* What the task requires *
From the entries below, copy out all lines holding "fillStyle".

── Information shown ──

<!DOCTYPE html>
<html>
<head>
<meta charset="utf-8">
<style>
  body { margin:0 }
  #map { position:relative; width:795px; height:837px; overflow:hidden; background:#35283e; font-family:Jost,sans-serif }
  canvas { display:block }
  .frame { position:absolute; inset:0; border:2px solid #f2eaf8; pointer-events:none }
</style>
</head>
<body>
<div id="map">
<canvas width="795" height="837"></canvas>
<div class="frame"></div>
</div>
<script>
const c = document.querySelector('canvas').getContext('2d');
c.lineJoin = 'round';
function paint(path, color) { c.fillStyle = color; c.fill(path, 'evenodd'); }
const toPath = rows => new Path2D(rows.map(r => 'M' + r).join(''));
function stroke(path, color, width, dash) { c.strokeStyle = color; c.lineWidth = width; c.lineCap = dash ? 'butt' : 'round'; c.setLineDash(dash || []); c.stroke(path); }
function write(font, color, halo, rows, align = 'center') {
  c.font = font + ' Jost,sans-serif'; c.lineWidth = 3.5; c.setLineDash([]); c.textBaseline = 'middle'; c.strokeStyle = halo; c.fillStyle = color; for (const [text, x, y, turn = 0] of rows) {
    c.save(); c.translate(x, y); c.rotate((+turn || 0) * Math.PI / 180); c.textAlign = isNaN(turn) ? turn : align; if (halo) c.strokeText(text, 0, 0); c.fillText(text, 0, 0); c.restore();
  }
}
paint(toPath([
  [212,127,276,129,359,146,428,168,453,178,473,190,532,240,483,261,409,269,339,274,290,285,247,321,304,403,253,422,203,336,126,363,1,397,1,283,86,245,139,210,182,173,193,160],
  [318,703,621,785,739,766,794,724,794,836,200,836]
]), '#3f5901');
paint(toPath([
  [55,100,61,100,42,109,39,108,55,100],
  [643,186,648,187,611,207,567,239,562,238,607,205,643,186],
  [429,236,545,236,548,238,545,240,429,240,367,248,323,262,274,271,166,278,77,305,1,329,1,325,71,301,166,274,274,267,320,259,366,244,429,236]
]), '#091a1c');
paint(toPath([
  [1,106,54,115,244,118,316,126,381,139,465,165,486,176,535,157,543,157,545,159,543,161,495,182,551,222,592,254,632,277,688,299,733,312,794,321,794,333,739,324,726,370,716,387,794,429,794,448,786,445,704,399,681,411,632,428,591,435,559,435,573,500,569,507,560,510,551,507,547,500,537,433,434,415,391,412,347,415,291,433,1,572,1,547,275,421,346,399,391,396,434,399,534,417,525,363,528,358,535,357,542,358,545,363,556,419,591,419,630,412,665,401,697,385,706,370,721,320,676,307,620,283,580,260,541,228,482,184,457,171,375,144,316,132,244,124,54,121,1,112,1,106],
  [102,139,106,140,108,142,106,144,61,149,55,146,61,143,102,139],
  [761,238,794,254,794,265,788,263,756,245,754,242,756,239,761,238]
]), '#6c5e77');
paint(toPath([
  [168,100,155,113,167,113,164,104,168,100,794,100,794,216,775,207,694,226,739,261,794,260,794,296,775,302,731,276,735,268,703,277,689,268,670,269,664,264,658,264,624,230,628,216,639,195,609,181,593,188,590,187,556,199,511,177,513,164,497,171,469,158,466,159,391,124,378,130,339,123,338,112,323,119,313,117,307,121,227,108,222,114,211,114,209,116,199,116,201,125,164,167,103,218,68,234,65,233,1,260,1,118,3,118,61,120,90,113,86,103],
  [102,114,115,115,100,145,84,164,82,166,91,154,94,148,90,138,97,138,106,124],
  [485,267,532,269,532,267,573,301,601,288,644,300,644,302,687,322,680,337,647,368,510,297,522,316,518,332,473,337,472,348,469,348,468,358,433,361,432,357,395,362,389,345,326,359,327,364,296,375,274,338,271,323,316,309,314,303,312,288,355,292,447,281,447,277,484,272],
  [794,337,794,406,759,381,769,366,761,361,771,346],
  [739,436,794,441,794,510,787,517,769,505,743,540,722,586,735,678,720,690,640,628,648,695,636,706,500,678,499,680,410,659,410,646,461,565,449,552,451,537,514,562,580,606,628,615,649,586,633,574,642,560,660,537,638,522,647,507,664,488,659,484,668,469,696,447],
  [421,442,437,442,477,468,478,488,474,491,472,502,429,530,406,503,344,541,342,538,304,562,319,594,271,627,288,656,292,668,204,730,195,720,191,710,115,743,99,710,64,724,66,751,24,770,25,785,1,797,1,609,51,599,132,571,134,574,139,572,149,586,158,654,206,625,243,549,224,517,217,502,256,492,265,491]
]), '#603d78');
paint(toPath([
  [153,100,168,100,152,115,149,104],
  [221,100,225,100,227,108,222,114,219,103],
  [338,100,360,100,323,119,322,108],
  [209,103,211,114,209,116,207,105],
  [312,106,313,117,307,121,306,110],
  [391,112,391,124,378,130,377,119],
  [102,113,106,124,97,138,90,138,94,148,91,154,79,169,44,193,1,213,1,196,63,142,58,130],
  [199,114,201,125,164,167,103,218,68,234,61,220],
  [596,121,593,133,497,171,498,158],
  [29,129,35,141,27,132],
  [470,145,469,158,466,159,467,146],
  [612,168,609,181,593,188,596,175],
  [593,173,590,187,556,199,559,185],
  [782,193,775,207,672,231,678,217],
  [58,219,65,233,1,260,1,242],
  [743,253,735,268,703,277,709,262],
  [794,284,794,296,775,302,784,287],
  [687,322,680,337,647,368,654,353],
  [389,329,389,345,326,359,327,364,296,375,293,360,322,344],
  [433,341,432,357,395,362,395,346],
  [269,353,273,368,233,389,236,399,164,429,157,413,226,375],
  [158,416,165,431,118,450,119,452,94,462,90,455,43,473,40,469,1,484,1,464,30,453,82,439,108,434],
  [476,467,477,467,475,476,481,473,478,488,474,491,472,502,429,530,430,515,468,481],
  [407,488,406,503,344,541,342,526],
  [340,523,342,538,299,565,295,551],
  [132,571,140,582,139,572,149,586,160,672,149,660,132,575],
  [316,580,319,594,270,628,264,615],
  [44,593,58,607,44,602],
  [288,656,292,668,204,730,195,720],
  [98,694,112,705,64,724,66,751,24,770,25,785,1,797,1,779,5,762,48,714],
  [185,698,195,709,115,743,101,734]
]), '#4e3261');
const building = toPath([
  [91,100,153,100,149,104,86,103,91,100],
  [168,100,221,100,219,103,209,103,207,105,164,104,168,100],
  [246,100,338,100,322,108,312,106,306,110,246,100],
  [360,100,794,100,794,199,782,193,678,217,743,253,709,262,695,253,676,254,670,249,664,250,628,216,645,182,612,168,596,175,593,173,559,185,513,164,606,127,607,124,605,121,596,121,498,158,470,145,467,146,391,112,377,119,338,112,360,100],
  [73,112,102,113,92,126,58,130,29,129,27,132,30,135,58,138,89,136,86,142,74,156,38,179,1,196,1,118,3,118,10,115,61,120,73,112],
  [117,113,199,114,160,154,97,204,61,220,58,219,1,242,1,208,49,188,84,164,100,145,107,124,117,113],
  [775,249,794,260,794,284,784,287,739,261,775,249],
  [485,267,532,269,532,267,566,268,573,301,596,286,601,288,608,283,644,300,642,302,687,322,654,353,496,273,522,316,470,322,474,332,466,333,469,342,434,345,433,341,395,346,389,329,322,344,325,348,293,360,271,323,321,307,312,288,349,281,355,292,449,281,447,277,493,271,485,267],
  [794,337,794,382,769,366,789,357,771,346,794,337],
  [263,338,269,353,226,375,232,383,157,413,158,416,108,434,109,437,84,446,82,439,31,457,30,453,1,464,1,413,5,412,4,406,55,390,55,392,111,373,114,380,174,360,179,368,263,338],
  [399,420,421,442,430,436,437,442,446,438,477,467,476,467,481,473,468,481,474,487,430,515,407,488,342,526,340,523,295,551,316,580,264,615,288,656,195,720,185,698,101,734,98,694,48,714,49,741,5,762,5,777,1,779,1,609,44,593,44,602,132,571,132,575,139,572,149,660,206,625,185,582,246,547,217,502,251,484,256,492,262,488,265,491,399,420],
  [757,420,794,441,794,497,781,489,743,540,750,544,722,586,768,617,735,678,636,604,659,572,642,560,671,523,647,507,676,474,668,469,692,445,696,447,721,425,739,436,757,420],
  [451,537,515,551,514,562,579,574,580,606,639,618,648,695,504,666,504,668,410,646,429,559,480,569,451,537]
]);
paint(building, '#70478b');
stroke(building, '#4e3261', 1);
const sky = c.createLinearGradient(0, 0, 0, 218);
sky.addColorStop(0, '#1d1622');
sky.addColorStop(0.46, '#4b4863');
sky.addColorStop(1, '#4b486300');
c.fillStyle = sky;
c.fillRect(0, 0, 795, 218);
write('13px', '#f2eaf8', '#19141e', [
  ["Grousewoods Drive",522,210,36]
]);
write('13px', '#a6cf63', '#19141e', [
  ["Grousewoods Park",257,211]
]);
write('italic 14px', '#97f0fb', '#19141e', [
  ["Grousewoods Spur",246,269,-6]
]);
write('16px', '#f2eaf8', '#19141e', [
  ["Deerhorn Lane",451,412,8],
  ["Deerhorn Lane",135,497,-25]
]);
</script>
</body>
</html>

───
── Information shown ──

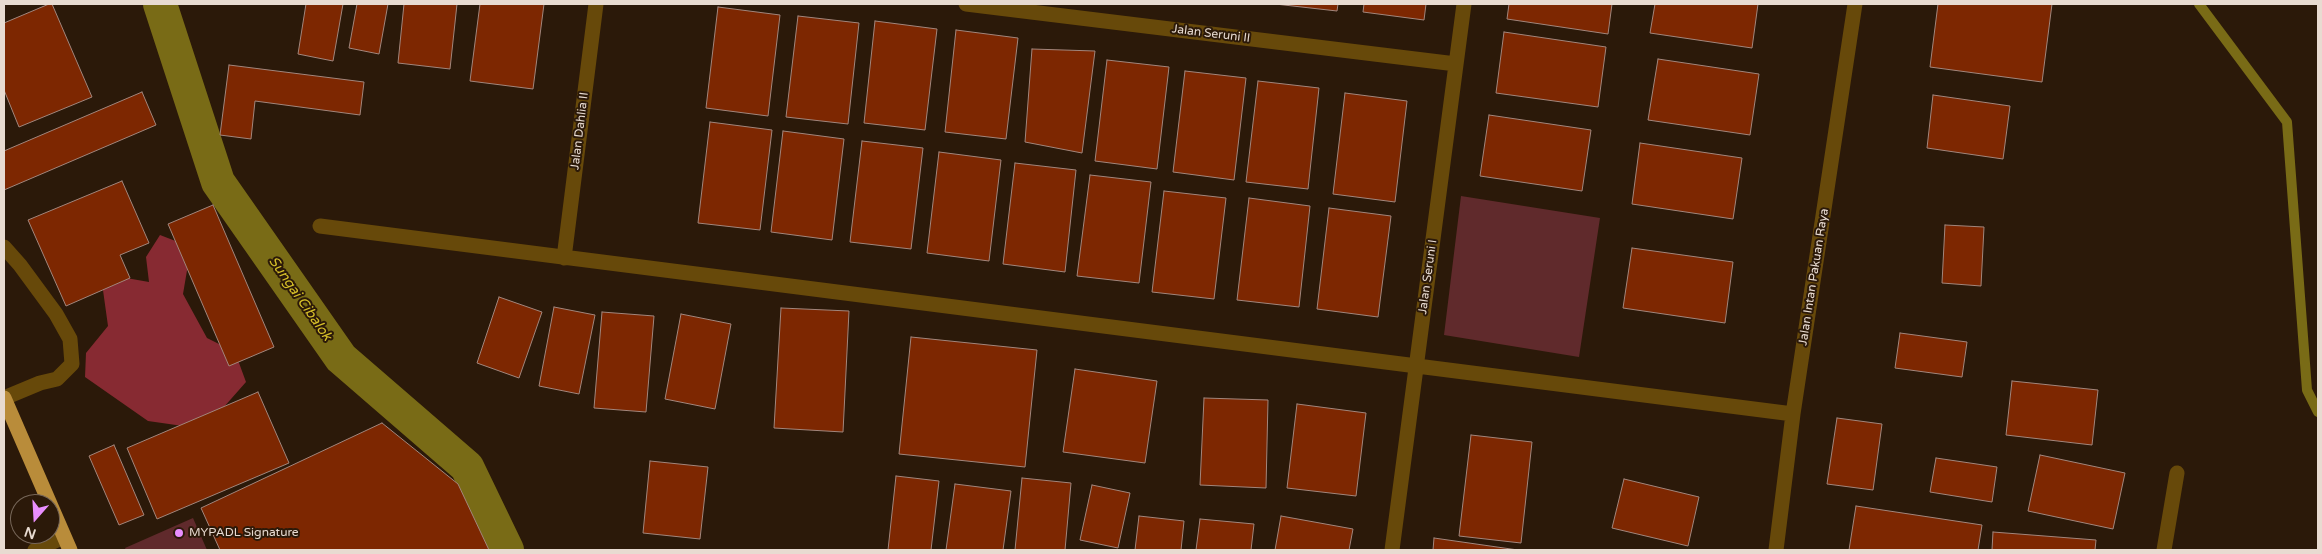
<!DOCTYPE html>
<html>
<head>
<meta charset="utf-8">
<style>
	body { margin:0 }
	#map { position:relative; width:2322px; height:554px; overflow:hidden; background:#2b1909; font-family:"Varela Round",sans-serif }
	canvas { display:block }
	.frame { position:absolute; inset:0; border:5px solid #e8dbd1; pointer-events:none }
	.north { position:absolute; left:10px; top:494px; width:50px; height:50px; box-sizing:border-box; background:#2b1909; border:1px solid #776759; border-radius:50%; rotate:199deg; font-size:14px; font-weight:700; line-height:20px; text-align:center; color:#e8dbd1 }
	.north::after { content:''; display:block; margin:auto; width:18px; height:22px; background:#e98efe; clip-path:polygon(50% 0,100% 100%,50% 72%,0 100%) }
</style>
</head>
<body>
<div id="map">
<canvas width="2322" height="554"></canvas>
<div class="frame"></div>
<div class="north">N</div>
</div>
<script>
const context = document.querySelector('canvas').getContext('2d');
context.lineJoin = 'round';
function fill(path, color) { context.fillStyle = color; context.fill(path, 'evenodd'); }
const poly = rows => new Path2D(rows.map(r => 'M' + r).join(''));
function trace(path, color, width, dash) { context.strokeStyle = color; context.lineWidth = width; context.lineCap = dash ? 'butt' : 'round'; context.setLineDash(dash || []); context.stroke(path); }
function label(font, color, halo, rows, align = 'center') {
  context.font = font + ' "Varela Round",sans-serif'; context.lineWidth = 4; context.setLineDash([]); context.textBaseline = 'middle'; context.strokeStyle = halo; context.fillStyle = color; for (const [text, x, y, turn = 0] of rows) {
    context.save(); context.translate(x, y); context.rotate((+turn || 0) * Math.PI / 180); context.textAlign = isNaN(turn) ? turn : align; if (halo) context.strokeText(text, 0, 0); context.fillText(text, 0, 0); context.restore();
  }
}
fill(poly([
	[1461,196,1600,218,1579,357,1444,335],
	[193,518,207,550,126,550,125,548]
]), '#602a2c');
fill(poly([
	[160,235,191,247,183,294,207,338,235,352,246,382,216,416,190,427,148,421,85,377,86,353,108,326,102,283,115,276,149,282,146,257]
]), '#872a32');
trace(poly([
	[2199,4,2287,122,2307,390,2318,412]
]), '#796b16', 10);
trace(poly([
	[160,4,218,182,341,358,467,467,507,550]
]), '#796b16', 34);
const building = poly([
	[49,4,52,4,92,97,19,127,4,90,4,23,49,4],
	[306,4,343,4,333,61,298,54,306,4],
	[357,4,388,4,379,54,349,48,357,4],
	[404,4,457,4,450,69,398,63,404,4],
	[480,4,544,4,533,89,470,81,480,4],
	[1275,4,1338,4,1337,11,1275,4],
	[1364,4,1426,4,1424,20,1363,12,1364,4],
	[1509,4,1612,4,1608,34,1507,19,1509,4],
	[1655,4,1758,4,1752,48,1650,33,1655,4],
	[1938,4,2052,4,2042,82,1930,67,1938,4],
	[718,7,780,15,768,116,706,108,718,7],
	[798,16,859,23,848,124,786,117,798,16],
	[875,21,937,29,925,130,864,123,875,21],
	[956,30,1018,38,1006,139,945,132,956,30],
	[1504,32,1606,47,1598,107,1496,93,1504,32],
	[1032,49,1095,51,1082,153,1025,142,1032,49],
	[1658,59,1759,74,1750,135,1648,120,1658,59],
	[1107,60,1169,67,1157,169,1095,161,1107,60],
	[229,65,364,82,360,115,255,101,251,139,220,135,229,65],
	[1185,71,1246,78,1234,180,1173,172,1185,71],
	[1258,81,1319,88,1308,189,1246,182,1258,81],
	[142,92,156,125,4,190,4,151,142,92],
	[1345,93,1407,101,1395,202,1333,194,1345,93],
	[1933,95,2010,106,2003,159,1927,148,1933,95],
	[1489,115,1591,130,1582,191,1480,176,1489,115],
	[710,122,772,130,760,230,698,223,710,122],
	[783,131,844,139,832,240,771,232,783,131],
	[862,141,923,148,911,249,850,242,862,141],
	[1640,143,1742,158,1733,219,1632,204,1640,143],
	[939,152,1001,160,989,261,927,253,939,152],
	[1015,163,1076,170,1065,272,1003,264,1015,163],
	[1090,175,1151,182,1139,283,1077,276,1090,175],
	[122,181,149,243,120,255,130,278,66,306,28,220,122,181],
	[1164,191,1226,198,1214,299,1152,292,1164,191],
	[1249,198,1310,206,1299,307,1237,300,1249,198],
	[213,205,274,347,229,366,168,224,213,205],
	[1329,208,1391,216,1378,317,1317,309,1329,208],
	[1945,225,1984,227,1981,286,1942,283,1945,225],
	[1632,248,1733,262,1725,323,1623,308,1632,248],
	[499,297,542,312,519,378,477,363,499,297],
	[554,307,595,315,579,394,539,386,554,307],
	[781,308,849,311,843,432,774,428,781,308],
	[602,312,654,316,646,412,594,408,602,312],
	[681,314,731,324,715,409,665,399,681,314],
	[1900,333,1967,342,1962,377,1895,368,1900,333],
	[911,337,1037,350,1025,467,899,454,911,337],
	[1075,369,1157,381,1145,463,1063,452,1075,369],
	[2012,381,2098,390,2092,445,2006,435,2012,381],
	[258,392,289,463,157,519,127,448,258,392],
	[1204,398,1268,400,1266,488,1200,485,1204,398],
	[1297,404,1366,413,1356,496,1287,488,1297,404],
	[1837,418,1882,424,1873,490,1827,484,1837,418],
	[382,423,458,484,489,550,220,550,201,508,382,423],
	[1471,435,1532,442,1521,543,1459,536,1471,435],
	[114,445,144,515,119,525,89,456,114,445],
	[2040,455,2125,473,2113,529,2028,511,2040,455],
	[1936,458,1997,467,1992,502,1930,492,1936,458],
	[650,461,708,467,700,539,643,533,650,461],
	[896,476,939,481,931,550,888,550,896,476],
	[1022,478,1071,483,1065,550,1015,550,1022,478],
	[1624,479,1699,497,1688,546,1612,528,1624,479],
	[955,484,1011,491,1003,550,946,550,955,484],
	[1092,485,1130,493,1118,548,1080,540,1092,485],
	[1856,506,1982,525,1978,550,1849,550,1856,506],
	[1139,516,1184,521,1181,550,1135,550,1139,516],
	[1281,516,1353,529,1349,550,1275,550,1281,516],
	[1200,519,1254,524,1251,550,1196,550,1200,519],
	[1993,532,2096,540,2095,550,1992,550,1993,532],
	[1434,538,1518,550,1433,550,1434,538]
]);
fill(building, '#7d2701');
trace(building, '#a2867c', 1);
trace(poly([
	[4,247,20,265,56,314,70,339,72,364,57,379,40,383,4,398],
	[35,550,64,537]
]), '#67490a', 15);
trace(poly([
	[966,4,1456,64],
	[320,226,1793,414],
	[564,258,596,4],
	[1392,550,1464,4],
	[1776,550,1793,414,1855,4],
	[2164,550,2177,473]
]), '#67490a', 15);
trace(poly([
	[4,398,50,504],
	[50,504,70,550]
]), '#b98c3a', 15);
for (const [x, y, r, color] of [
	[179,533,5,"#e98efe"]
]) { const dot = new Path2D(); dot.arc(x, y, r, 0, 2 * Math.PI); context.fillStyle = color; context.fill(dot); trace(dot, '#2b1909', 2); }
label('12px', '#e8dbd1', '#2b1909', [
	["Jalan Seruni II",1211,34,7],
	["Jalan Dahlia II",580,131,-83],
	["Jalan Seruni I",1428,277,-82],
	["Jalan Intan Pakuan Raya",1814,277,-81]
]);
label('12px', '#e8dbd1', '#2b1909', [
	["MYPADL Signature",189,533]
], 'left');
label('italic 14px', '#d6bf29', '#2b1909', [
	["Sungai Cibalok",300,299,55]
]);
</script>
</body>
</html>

───

* Answer to this task *
function paint(path, color) { c.fillStyle = color; c.fill(path, 'evenodd'); }
  c.font = font + ' Jost,sans-serif'; c.lineWidth = 3.5; c.setLineDash([]); c.textBaseline = 'middle'; c.strokeStyle = halo; c.fillStyle = color; for (const [text, x, y, turn = 0] of rows) {
c.fillStyle = sky;
function fill(path, color) { context.fillStyle = color; context.fill(path, 'evenodd'); }
  context.font = font + ' "Varela Round",sans-serif'; context.lineWidth = 4; context.setLineDash([]); context.textBaseline = 'middle'; context.strokeStyle = halo; context.fillStyle = color; for (const [text, x, y, turn = 0] of rows) {
]) { const dot = new Path2D(); dot.arc(x, y, r, 0, 2 * Math.PI); context.fillStyle = color; context.fill(dot); trace(dot, '#2b1909', 2); }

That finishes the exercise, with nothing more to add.